SUPPLIED DATA —
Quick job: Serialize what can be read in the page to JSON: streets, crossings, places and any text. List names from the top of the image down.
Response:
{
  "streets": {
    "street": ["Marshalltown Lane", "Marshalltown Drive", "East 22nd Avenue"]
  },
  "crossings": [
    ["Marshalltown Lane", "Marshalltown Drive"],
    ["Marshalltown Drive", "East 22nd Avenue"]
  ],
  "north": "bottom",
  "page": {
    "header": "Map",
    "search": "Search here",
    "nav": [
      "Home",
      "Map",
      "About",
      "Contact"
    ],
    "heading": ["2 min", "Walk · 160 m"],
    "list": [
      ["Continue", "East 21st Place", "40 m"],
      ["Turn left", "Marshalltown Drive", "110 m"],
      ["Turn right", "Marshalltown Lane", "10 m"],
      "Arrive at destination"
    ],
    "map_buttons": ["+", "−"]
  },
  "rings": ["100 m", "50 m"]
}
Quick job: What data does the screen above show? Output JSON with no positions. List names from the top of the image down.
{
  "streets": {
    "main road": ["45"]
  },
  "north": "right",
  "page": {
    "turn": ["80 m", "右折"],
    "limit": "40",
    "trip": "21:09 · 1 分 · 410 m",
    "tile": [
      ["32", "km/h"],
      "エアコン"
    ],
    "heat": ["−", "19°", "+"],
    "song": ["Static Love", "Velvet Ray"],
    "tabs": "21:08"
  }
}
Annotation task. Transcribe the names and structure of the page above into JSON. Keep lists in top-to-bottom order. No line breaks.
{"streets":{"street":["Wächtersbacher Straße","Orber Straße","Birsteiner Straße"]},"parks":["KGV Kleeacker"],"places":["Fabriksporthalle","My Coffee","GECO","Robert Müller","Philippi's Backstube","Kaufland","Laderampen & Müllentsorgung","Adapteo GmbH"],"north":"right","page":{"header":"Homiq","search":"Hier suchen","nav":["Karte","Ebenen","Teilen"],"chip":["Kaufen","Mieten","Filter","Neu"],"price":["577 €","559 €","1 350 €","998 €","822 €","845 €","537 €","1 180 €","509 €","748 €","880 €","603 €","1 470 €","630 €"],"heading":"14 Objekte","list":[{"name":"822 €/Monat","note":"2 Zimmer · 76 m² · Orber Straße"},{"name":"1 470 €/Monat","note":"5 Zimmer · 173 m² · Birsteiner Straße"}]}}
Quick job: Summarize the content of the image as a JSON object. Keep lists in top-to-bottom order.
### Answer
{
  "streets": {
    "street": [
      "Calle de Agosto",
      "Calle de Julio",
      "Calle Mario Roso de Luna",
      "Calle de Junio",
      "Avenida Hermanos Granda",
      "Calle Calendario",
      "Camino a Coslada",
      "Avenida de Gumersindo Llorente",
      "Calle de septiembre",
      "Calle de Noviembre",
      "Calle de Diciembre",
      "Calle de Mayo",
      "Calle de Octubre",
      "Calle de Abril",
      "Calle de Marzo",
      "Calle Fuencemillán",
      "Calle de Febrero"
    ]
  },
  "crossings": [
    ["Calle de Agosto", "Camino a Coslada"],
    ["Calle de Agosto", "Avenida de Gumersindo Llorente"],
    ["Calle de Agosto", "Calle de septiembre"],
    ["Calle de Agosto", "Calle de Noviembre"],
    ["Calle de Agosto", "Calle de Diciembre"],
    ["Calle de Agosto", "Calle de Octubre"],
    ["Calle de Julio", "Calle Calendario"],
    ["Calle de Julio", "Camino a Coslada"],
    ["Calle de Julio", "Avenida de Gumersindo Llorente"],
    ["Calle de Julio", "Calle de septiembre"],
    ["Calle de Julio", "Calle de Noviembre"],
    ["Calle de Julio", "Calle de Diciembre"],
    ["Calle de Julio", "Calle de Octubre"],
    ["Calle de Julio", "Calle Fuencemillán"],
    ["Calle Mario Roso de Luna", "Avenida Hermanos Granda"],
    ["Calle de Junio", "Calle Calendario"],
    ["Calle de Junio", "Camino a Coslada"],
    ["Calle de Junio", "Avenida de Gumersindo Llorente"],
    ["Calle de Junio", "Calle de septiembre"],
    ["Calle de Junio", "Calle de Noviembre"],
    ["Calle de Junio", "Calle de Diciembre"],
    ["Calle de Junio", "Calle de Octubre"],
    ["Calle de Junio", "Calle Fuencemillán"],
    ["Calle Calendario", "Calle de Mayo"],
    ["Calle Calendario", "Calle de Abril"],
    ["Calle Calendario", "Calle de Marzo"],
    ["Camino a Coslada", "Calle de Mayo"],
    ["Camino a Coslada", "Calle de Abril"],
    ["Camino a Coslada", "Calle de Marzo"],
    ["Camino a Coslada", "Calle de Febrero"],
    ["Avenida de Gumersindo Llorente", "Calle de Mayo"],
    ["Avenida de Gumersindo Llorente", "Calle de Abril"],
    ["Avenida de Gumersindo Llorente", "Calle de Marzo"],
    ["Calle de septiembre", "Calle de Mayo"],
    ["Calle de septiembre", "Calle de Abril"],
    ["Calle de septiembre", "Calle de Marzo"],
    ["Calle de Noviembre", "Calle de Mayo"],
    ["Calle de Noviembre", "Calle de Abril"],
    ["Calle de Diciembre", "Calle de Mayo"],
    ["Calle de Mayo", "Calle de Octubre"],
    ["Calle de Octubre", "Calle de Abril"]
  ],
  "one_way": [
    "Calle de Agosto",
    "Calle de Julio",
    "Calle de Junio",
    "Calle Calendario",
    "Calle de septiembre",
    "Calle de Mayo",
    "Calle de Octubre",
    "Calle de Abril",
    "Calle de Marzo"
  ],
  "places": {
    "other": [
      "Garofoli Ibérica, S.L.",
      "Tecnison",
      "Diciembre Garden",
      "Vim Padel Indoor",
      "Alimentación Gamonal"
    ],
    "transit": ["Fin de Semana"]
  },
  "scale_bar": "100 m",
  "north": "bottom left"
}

WORK ORDER —
Each line from the top of the records through the one with "Quick job: Summarize" should be returned exactly. Leave out everything else.

WRITTEN ANSWER —
Quick job: Serialize what can be read in the page to JSON: streets, crossings, places and any text. List names from the top of the image down.
Response:
{
  "streets": {
    "street": ["Marshalltown Lane", "Marshalltown Drive", "East 22nd Avenue"]
  },
  "crossings": [
    ["Marshalltown Lane", "Marshalltown Drive"],
    ["Marshalltown Drive", "East 22nd Avenue"]
  ],
  "north": "bottom",
  "page": {
    "header": "Map",
    "search": "Search here",
    "nav": [
      "Home",
      "Map",
      "About",
      "Contact"
    ],
    "heading": ["2 min", "Walk · 160 m"],
    "list": [
      ["Continue", "East 21st Place", "40 m"],
      ["Turn left", "Marshalltown Drive", "110 m"],
      ["Turn right", "Marshalltown Lane", "10 m"],
      "Arrive at destination"
    ],
    "map_buttons": ["+", "−"]
  },
  "rings": ["100 m", "50 m"]
}
Quick job: What data does the screen above show? Output JSON with no positions. List names from the top of the image down.
{
  "streets": {
    "main road": ["45"]
  },
  "north": "right",
  "page": {
    "turn": ["80 m", "右折"],
    "limit": "40",
    "trip": "21:09 · 1 分 · 410 m",
    "tile": [
      ["32", "km/h"],
      "エアコン"
    ],
    "heat": ["−", "19°", "+"],
    "song": ["Static Love", "Velvet Ray"],
    "tabs": "21:08"
  }
}
Annotation task. Transcribe the names and structure of the page above into JSON. Keep lists in top-to-bottom order. No line breaks.
{"streets":{"street":["Wächtersbacher Straße","Orber Straße","Birsteiner Straße"]},"parks":["KGV Kleeacker"],"places":["Fabriksporthalle","My Coffee","GECO","Robert Müller","Philippi's Backstube","Kaufland","Laderampen & Müllentsorgung","Adapteo GmbH"],"north":"right","page":{"header":"Homiq","search":"Hier suchen","nav":["Karte","Ebenen","Teilen"],"chip":["Kaufen","Mieten","Filter","Neu"],"price":["577 €","559 €","1 350 €","998 €","822 €","845 €","537 €","1 180 €","509 €","748 €","880 €","603 €","1 470 €","630 €"],"heading":"14 Objekte","list":[{"name":"822 €/Monat","note":"2 Zimmer · 76 m² · Orber Straße"},{"name":"1 470 €/Monat","note":"5 Zimmer · 173 m² · Birsteiner Straße"}]}}
Quick job: Summarize the content of the image as a JSON object. Keep lists in top-to-bottom order.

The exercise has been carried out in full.